Эта фотография стоит в кухне на микроволновке, не знаю, почему я не поставила ее в комнату, на рабочий стол или подоконник. Въехав в новую съемную квартиру, я первым делом поставила мамино фото на микроволновую печь. Голубой задник хорошо сочетается с антуражем кухни – она вся хранит в себе стиль конца девяностых и начала нулевых: обои с мраморным принтом, тяжелый мягкий коричневый уголок. Мама любила такие кухни, покупала в свою кухню коричневый уголок и клеила светлые обои под мрамор. Эта кухня, на которой я теперь провожу много времени, когда работаю, пишу и ем, вся похожа на маму. Иногда мне кажется, что если я обернусь, то увижу ее профиль. Она будет стоять в желтом цыплячьем халате на замочке с розовыми от воды аккуратными руками и выкрашенными в баклажанный цвет волосами, забранными заколкой-крабом. Иногда я даже слышу запах нашей кухни. Мама все еще здесь.
В «Багульник» мы привезли спирт и соленья, остальным нас кормили сотрудницы банкетного зала. Они приносили салат «Цезарь» в маленьких квадратных розетках, салат был с большими сухарями и жирным майонезом. Потом был прозрачный жирный суп-лапша и второе – румяная ножка курицы и толченый картофель. Все было немного казенное и холодное, но я съела все три блюда одно за другим, потому что меня учили, что на поминках нужно доедать все до последней крошки.

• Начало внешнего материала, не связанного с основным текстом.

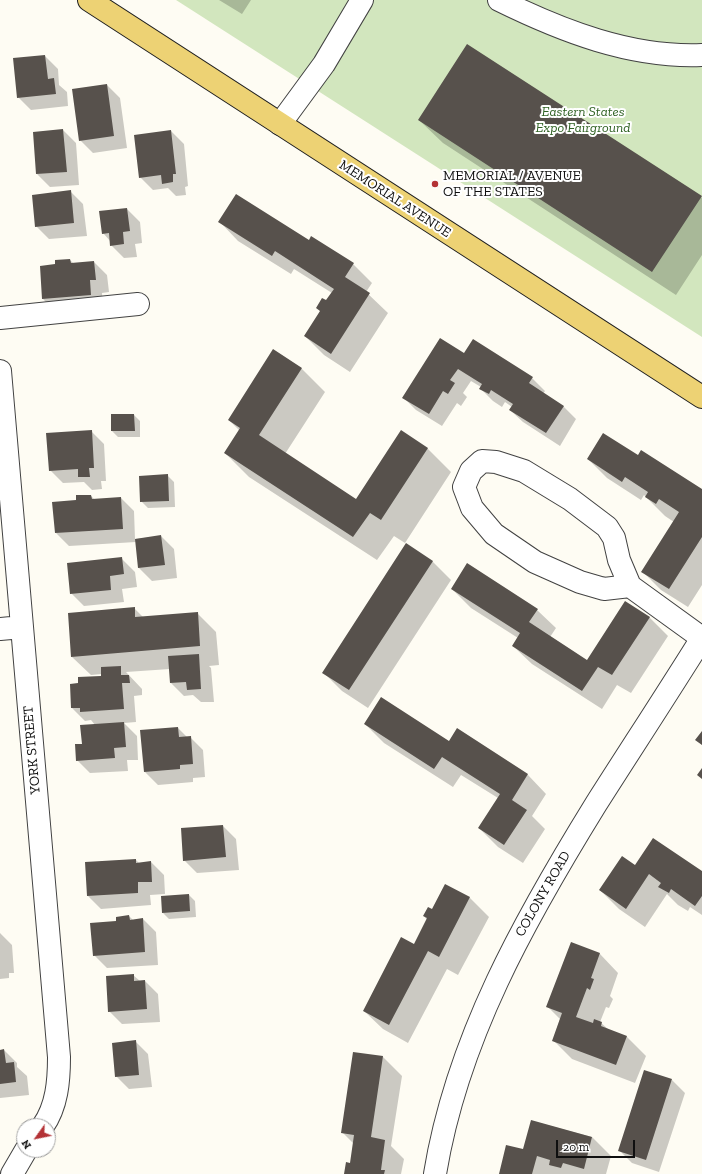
<!DOCTYPE html>
<style>
body{margin:0}
#map{position:relative;width:702px;height:1174px;overflow:hidden;background:#fefcf3;font-family:"Zilla Slab",serif}
canvas{display:block}
.north{position:absolute;left:16px;top:1118px;width:40px;height:40px;box-sizing:border-box;background:#fff;border:1px solid #9f9f9f;border-radius:50%;rotate:237deg;font-size:11px;font-weight:700;line-height:16px;text-align:center;color:#0f0f0f}
.north::after{content:'';display:block;margin:auto;width:14px;height:18px;background:#b43236;clip-path:polygon(50% 0,100% 100%,50% 72%,0 100%)}
.scale{position:absolute;left:556px;top:1140px;width:79px;height:18px;box-sizing:border-box;border:2px solid #0f0f0f;border-top:0;padding-left:5px;font-size:12px;line-height:14px;white-space:nowrap;color:#0f0f0f;-webkit-text-stroke:3px #fff;paint-order:stroke}
</style>
<div id="map">
<canvas width="702" height="1174"></canvas>
<div class="north">N</div>
<div class="scale">20 m</div>
</div>
<script>
const g = document.querySelector('canvas').getContext('2d');
g.lineJoin = 'round';
function fill(path, color) {
  g.fillStyle = color;
  g.fill(path, 'evenodd');
}
function stroke(path, color, width, dash) {
  g.strokeStyle = color;
  g.lineWidth = width;
  g.lineCap = dash ? 'butt' : 'round';
  g.setLineDash(dash || []);
  g.stroke(path);
}
function write(font, color, halo, rows, align = 'center') {
  g.font = font + ' "Zilla Slab",serif';
  g.lineWidth = 4;
  g.setLineDash([]);
  g.textBaseline = 'middle';
  g.strokeStyle = halo;
  g.fillStyle = color;
  for (const [text, x, y, turn = 0] of rows) {
    g.save();
    g.translate(x, y);
    g.rotate((+turn || 0) * Math.PI / 180);
    g.textAlign = isNaN(turn) ? turn : align;
    if (halo) g.strokeText(text, 0, 0);
    g.fillText(text, 0, 0);
    g.restore();
  }
}
const green = new Path2D(`
 M176,0H702V337Z`);
const shadow = new Path2D(`
 M219,0H251L242,14Z
 M45,56L58,69L59,85L67,92L68,106L31,110L18,97Z
 M107,85L120,98L127,148L93,153L80,140Z
 M419,120L701,197L702,198V255L676,295L443,143Z
 M63,130L76,143L79,185L50,187L37,174Z
 M171,131L184,144L188,186L185,187L186,195L176,196L168,188L153,190L140,177Z
 M70,191L83,204L87,236L49,239L36,226Z
 M127,209L140,222L142,243L135,244L137,257L124,258L111,245V242L103,233Z
 M220,222L309,241L353,264L372,283L366,292L388,313L350,372L324,355L305,336L332,293L294,269L291,274L238,241Z
 M70,260L74,264L94,262L107,275L109,292L102,293L103,307L56,312L43,299Z
 M274,351L302,369L325,392L285,454L357,500L427,448L451,472L405,543L394,536L377,560L249,477L225,453L240,431L229,420Z
 M464,355L532,378L545,391L543,394L563,406L576,419L560,446L523,422L510,410L512,407L505,402L502,407L493,401L480,388L481,387L471,381L463,393L467,397L461,406L457,403L442,426L416,410L403,397Z
 M134,415L140,421V437H118L112,431Z
 M91,431L104,444L106,481H101L102,489L92,490L84,482L63,483L50,470Z
 M638,457L702,490V585L688,607L661,590L643,572L674,522L665,516L644,495L641,500L607,478L588,459Z
 M167,475L174,482L175,507L148,508L141,501Z
 M91,496L95,500L121,498L134,511L135,539L161,536L174,549L177,578L152,581L139,568L136,542L69,546L56,533Z
 M122,559L135,572L137,587L122,589L124,602L84,606L71,593Z
 M432,561L451,580L368,708L342,691L323,672Z
 M452,589L537,610L556,628L550,637L587,661L649,617L668,636L631,693L617,685L602,709L532,664L513,646L518,638L471,608Z
 M134,608L144,618L197,613L216,632L219,665L209,666L211,668L214,702H201L193,695L184,696L171,683L170,669L126,672L142,689V695L134,696L136,722L124,723L137,736L138,760H127L128,771L90,773L77,760L83,745L95,725L91,720L85,721L72,708L79,684L102,677V674L91,675L72,657Z
 M365,724L449,742L457,729L528,775L546,794L532,816L545,829L523,863L498,847L479,828L498,798L461,775L453,787L384,743Z
 M178,728L187,737H190L203,750L205,777L193,778V782L158,785L145,772Z
 M223,826L236,839L239,870L197,873L184,860L182,829Z
 M136,860L139,863L151,862L164,875L165,894L150,895L151,905L101,909L88,896Z
 M636,866L702,872V915L690,907L688,911L678,905L667,894L645,927L619,909L600,890Z
 M445,885L470,898L489,917L458,975L447,969L408,1043L383,1029L364,1011L414,945L427,920L424,916L432,910Z
 M189,895L195,901L196,917L169,919L163,913Z
 M129,916L133,920L143,919L156,932L158,965L107,968L94,955L117,922Z
 M0,933L12,945L14,973H9V978L0,979Z
 M572,944L600,954L618,973L610,996L613,999L609,1008L606,1007L600,1022L609,1030L627,1037L646,1056L635,1083L572,1059L553,1040L560,1019L548,1007Z
 M133,975L140,981H145L158,994L160,1022L122,1024L109,1011Z
 M135,1041L148,1054L152,1087L129,1089L116,1076Z
 M4,1050L17,1063V1067L27,1076L29,1095L0,1098V1051Z
 M354,1053L383,1057L402,1076L391,1146L404,1159L401,1174H345L351,1164L354,1144L342,1132Z
 M672,1080L685,1093L659,1172L632,1163L619,1150Z
 M532,1121L592,1137L611,1156L606,1174H500L524,1151Z`);
const building = new Path2D(`
 M467,44L702,196L652,272L418,120Z
 M45,55L48,79L54,78L56,94L17,98L13,58Z
 M107,84L114,136L79,141L72,89Z
 M63,129L67,172L36,174L33,132Z
 M171,130L176,174H173V182L162,184L161,175L139,178L134,135Z
 M71,190L74,223L35,227L32,195Z
 M236,194L309,240L311,236L354,263L345,277L370,293L331,354L304,336L320,311L316,308L322,298L326,300L334,289L275,251L272,256L218,222Z
 M127,208L130,231L123,232L124,244L110,246L109,233L102,234L99,211Z
 M70,259L71,263L94,261L96,280H90L91,295L42,299L40,266L55,264V260Z
 M440,338L464,353L473,339L533,377L529,383L564,406L546,433L509,410L513,404L491,390L489,394L479,389L482,384L458,369L450,380L455,383L448,394L443,391L429,414L402,398Z
 M273,349L302,368L259,435L356,499L401,430L428,448L381,520L370,513L353,537L224,453L240,428L228,420Z
 M111,414H134L135,431H111Z
 M92,430L94,468H89L90,477H78V469L49,471L46,433Z
 M603,433L638,455L641,450L702,489V537L669,589L641,572L679,512L659,499L656,504L645,497L648,492L625,477L622,482L587,459Z
 M168,474L169,501L140,502L139,476Z
 M76,495H91L92,499L121,497L123,529L55,533L52,502L76,500Z
 M161,535L165,565L138,568L135,539Z
 M406,543L433,561L349,690L322,673Z
 M122,557L124,574L110,576L111,590L70,594L67,563Z
 M467,563L538,609L529,622L587,660L625,601L650,617L612,675L598,667L582,691L512,646L520,633L451,589Z
 M135,607V617L198,612L200,646L71,657L68,613Z
 M199,654L201,689L187,690L186,682L170,683L168,656Z
 M121,666V675H129L130,683H122L124,709L80,712V708H71L70,684L78,683V677L101,676V667Z
 M381,697L449,741L457,728L528,774L512,800L527,810L504,845L478,828L500,794L442,757L434,769L364,724Z
 M124,722L126,747L114,748L115,758L76,761L75,744H82L80,725Z
 M178,727L179,737L191,736L193,764L180,765V769L144,772L140,730Z
 M702,731V745L695,740Z
 M702,768V779L697,775Z
 M223,825L226,857L183,861L181,828Z
 M653,838L702,871V896L695,906L671,889L669,893L658,887L661,883L649,874L626,909L599,890L622,856L635,865Z
 M136,859V863L151,861L152,882H138V893L87,896L85,862Z
 M445,884L470,897L439,957L428,951L389,1025L363,1011L401,937L414,944L427,918L423,916L428,907L432,909Z
 M189,894L190,911L162,913L161,896Z
 M129,915L130,920L143,918L145,952L93,956L90,923L116,921V917Z
 M571,942L600,953L591,978L594,979L590,990L587,988L576,1017L593,1023L594,1019L602,1022L601,1026L627,1036L616,1065L552,1041L562,1013L546,1007Z
 M134,974V981L145,980L147,1009L108,1012L106,976Z
 M136,1040L139,1075L115,1077L112,1043Z
 M4,1049L6,1063L14,1062L16,1082L0,1084V1050Z
 M353,1052L383,1056L371,1137L385,1140L381,1170H385L384,1174H344L346,1162L350,1163L354,1135L341,1133Z
 M644,1070L672,1079L646,1160L618,1151Z
 M531,1120L592,1137L584,1169L563,1163L561,1168L549,1165L550,1160L537,1156L532,1174H499L506,1145L523,1149Z`);
const minor = new Path2D(`
 M499,0C562,31 631,58 702,55
 M280,124L324,64L362,0
 M0,318L138,304
 M0,371L59,1057C59,1081 57,1106 43,1126
 M630,586L604,589L580,582L535,562L494,534L472,508L464,487L471,471L482,461L496,462L524,471L570,499L607,527L614,538L619,560L630,586L702,638
 M0,629L22,627
 M12,1174L26,1150
 M435,1174C457,1039 525,919 596,804C631,749 667,694 702,638`);
const major = new Path2D(`
 M89,0L702,397`);
const markers = [
 [435,184,4,"#b43236"]
];
const parkNames = [
 ["Eastern States",583,112],
 ["Expo Fairground",583,128]
];
const poiNames = [
 ["MEMORIAL / AVENUE",443,176],
 ["OF THE STATES",443,192]
];
const streetNames = [
 ["MEMORIAL AVENUE",395,199,33],
 ["YORK STREET",32,750,-95],
 ["COLONY ROAD",543,894,-60]
];
fill(green, '#d2e6be');
fill(shadow, '#0003');
fill(building, '#57514c');
stroke(minor, '#424242', 24);
stroke(major, '#202020', 24);
stroke(minor, '#fff', 22);
stroke(major, '#edd274', 22);
for (const [x, y, r, color] of markers) {
  const dot = new Path2D();
  dot.arc(x, y, r, 0, 2 * Math.PI);
  g.fillStyle = color;
  g.fill(dot);
  stroke(dot, '#fff', 1.5);
}
write('italic 14px', '#306224', '#fff', parkNames);
write('14px', '#0f0f0f', '#fff', poiNames, 'left');
write('14px', '#0f0f0f', '#fff', streetNames);
</script>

После первых двух рюмок мужчины и некоторые из женщины вышли курить. Я вышла вместе с ними. Многие спрашивали меня, чем я занимаюсь. Я не могла толком объяснить, что делаю на своей работе. О стихах я не говорила. Сказала только, что работаю на административной должности в государственной галерее. Когда они спрашивали, что именно я делаю там, я немного мялась и начинала рассказывать о том, что общаюсь с художниками, планирую и придумываю выставки. Моя работа казалась мне бестолковой и пустой здесь, и я казалась себе оторванной от них от всех. Бестелесной и чужой.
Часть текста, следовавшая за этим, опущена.